**Assigned task**
Transcribe every record beneath, precisely as written.
---+---
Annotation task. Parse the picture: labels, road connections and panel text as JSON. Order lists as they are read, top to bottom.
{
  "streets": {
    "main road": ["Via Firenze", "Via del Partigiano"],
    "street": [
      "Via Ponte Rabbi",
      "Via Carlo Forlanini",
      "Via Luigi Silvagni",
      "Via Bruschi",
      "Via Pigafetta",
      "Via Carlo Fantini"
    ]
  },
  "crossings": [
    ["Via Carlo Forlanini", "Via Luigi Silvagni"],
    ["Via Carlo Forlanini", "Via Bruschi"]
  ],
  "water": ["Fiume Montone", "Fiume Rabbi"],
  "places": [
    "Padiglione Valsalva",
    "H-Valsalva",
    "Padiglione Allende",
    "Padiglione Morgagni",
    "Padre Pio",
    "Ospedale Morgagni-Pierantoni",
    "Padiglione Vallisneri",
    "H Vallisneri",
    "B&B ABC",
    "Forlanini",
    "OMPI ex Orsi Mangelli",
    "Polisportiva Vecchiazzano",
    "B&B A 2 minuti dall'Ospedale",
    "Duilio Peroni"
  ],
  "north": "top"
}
---+---
**Result of this exercise**
Annotation task. Parse the picture: labels, road connections and panel text as JSON. Order lists as they are read, top to bottom.
{
  "streets": {
    "main road": ["Via Firenze", "Via del Partigiano"],
    "street": [
      "Via Ponte Rabbi",
      "Via Carlo Forlanini",
      "Via Luigi Silvagni",
      "Via Bruschi",
      "Via Pigafetta",
      "Via Carlo Fantini"
    ]
  },
  "crossings": [
    ["Via Carlo Forlanini", "Via Luigi Silvagni"],
    ["Via Carlo Forlanini", "Via Bruschi"]
  ],
  "water": ["Fiume Montone", "Fiume Rabbi"],
  "places": [
    "Padiglione Valsalva",
    "H-Valsalva",
    "Padiglione Allende",
    "Padiglione Morgagni",
    "Padre Pio",
    "Ospedale Morgagni-Pierantoni",
    "Padiglione Vallisneri",
    "H Vallisneri",
    "B&B ABC",
    "Forlanini",
    "OMPI ex Orsi Mangelli",
    "Polisportiva Vecchiazzano",
    "B&B A 2 minuti dall'Ospedale",
    "Duilio Peroni"
  ],
  "north": "top"
}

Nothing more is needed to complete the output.